Recipe by: Anushka Zargaryan - Contestant
Serves: 4 individual cakes
- Preheat oven to 180C.
- For the Honey Sponge, line a shallow 30cm x 20cm baking tray with baking paper and set aside. Bring a small saucepan of water to a simmer.
- Place the sugar, butter and honey into a small saucepan. Place over the saucepan of simmering water. Stir until the sugar has dissolved and the butter and honey have melted.
- Remove the saucepan of honey mixture and place it directly over a medium heat. Whisk until the mixture is a light caramel colour, about 3 minutes. Remove from the heat.
- Transfer the mixture to a medium stainless steel bowl and allow to cool to room temperature.
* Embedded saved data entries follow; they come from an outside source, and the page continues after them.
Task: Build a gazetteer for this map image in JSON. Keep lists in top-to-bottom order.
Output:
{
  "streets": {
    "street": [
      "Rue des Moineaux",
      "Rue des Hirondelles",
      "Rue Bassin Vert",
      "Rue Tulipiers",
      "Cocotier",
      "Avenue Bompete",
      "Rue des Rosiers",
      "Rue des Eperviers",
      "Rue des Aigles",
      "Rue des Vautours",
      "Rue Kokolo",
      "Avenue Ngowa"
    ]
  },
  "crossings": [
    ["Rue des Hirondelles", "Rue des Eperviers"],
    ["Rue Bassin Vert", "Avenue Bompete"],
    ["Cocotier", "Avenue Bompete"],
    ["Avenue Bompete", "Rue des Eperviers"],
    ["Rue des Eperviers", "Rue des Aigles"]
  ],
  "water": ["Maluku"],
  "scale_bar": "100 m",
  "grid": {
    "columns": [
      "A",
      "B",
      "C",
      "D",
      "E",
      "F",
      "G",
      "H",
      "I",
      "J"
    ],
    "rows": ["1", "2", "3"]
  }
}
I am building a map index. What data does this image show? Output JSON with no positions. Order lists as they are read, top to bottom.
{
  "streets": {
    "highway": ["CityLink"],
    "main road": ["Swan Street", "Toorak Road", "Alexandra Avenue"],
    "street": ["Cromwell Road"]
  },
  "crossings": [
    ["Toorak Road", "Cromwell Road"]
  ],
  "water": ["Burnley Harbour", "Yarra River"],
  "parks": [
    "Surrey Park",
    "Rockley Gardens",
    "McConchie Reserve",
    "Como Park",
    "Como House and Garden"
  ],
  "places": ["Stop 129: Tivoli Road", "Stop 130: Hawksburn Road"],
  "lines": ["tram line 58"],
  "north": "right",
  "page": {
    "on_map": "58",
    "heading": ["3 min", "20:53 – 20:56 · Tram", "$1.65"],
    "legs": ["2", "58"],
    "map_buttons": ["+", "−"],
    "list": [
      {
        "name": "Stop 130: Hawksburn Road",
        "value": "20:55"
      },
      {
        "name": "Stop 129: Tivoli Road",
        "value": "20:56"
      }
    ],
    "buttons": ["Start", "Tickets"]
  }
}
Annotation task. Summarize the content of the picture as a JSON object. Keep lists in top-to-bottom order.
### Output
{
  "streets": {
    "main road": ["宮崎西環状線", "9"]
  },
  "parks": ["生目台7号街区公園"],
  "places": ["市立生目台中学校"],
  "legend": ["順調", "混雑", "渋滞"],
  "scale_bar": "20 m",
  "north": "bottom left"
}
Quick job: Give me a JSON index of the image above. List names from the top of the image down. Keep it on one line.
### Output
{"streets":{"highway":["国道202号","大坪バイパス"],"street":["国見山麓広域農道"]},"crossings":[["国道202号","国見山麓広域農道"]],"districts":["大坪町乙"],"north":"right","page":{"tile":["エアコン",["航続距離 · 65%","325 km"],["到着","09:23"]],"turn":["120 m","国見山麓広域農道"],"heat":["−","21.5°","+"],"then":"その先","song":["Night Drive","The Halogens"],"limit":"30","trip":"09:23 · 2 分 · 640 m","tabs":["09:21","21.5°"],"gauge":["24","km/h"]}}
- Add the eggs and bi-carb soda and whisk until combined. Place the bowl on top of the simmering water and whisk until thick and pale. Remove the bowl from the heat and fold in the flour.
- Spread the batter into the prepared tray and bake until golden brown, about 7 minutes.
- Remove from the oven and set aside to cool. Using a 6cm cutter, cut 12 rounds from the sponge and set aside for assembly.
- For the Caramel Butter Cream, place the brown sugar and 50ml of water into a small frypan and cool until a dark amber caramel forms. Remove from the heat and allow to cool slightly.
- Place the butter into the bowl of an electric mixer fitted with a creaming attachment and beat until pale. Add the condensed milk, a little at the time, and beat until pale and glossy.
- Gradually add the cooled brown sugar caramel and beat until fully incorporated. Transfer to a piping bag and set aside in the fridge to chill and firm.
- For the Chocolate Sauce, place the sugar, cocoa powder, cinnamon and 1/2 cup of water, into a small saucepan. Place over a low heat until thick and glossy. Add the butter and stir until melted. Remove from the heat and allow to cool completely.
- To assemble the cakes, line a medium baking tray with baking paper. Place four 6cm high x 6cm round chef moulds onto the prepared tray.
- Place a round of sponge inside of the ring mould and pipe the buttercream over the sponge in even layer. Drizzle with 2 teaspoons of the Chocolate Sauce and sprinkle with 1 teaspoon of toasted walnuts. Repeat the layering process again then finish with a layer of sponge and buttercream. Smooth the surface and place cakes into the fridge for 30 minutes to set.
- To serve, remove cakes from the fridge. Lift cakes from the tray and place each into the centre of each plate. Remove ring moulds. Finish cakes with a dusting of cocoa powder and the remaining sauce on the side.